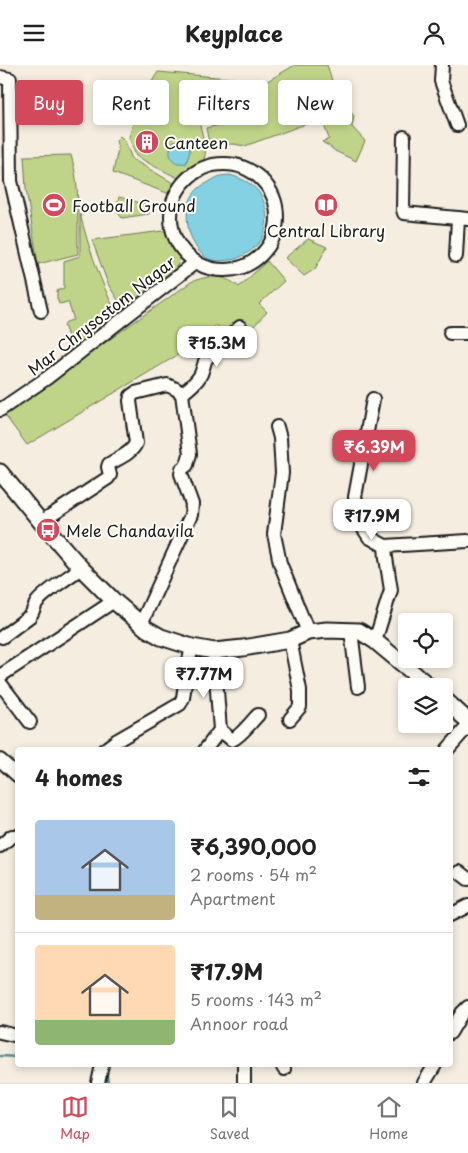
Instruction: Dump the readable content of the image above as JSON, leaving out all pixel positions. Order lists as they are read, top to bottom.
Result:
{
  "streets": {
    "street": ["Mar Chrysostom Nagar"]
  },
  "places": {
    "building": ["Canteen"],
    "sports": ["Football Ground"],
    "library": ["Central Library"],
    "bus stop": ["Mele Chandavila"]
  },
  "page": {
    "header": "Keyplace",
    "chip": [
      "Buy",
      "Rent",
      "Filters",
      "New"
    ],
    "price": [
      "₹15.3M",
      "₹6.39M",
      "₹17.9M",
      "₹7.77M"
    ],
    "heading": "4 homes",
    "list": [
      {
        "name": "₹6,390,000",
        "note": "2 rooms · 54 m² · Apartment"
      },
      {
        "name": "₹17.9M",
        "note": "5 rooms · 143 m² · Annoor road"
      }
    ],
    "tabs": ["Map", "Saved", "Home"]
  }
}
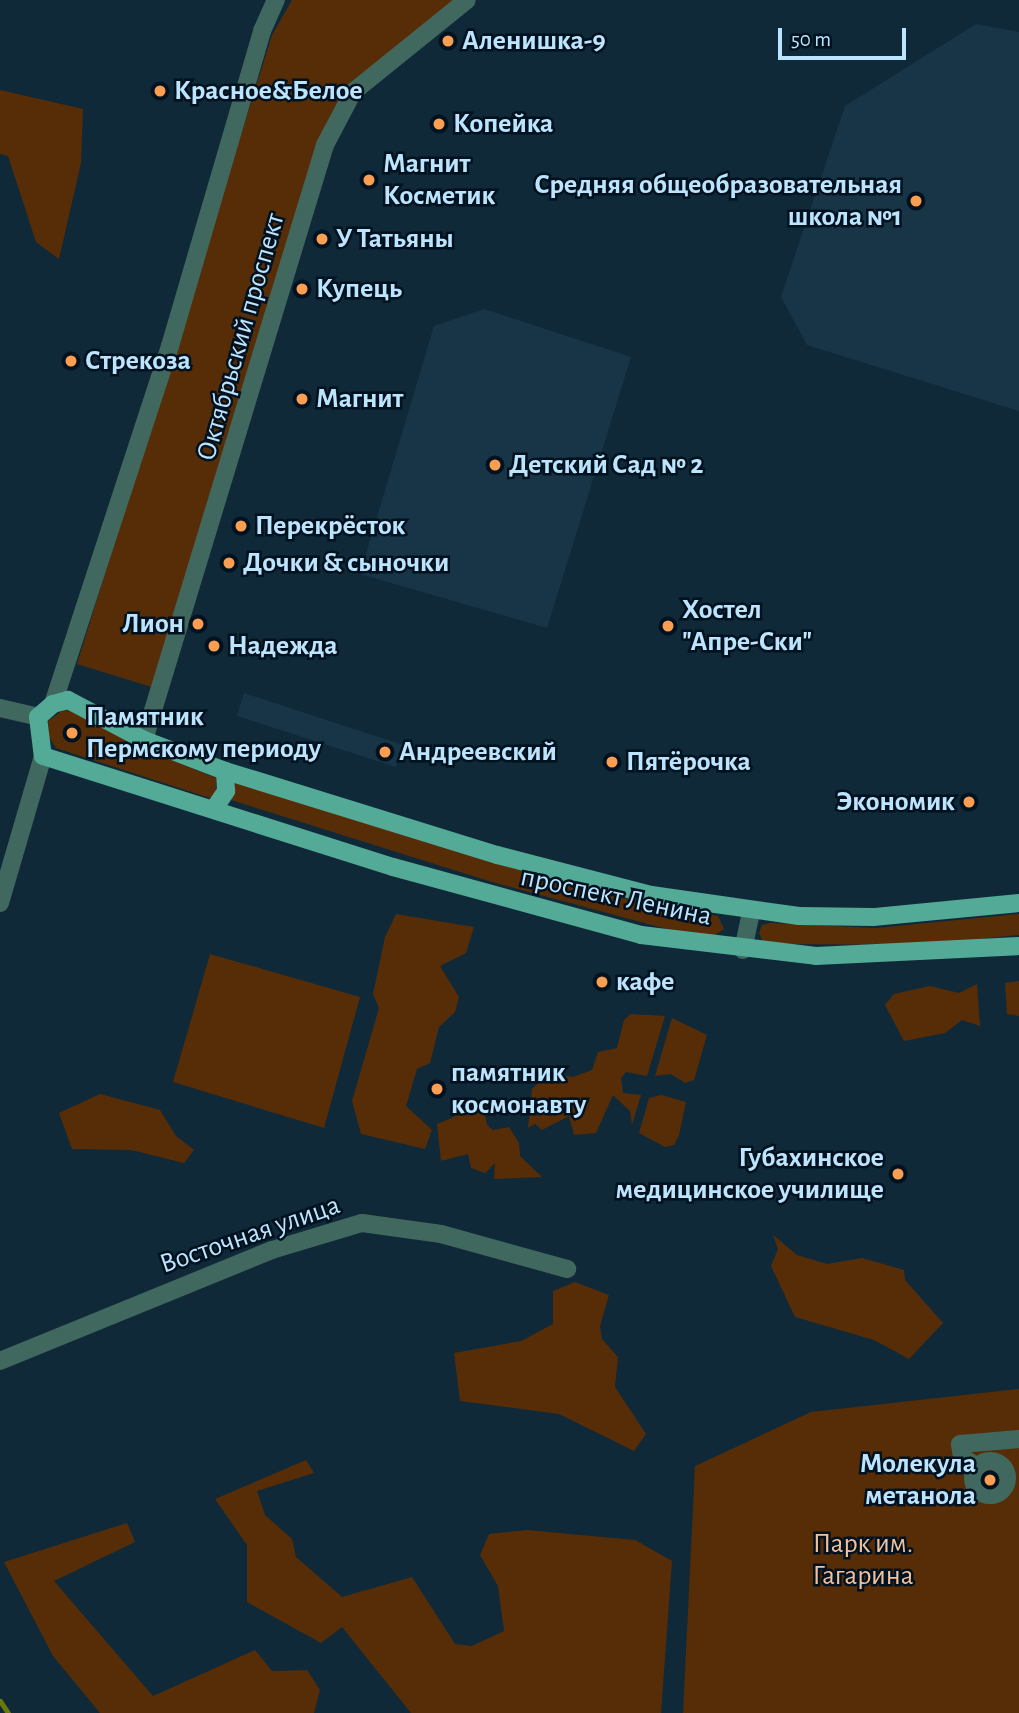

..............................

__What is expected__
Reproduce the lines above letter for letter. The pictures stay behind.

__Answer to this problem__
Instruction: Dump the readable content of the image above as JSON, leaving out all pixel positions. Order lists as they are read, top to bottom.
Result:
{
  "streets": {
    "street": ["Mar Chrysostom Nagar"]
  },
  "places": {
    "building": ["Canteen"],
    "sports": ["Football Ground"],
    "library": ["Central Library"],
    "bus stop": ["Mele Chandavila"]
  },
  "page": {
    "header": "Keyplace",
    "chip": [
      "Buy",
      "Rent",
      "Filters",
      "New"
    ],
    "price": [
      "₹15.3M",
      "₹6.39M",
      "₹17.9M",
      "₹7.77M"
    ],
    "heading": "4 homes",
    "list": [
      {
        "name": "₹6,390,000",
        "note": "2 rooms · 54 m² · Apartment"
      },
      {
        "name": "₹17.9M",
        "note": "5 rooms · 143 m² · Annoor road"
      }
    ],
    "tabs": ["Map", "Saved", "Home"]
  }
}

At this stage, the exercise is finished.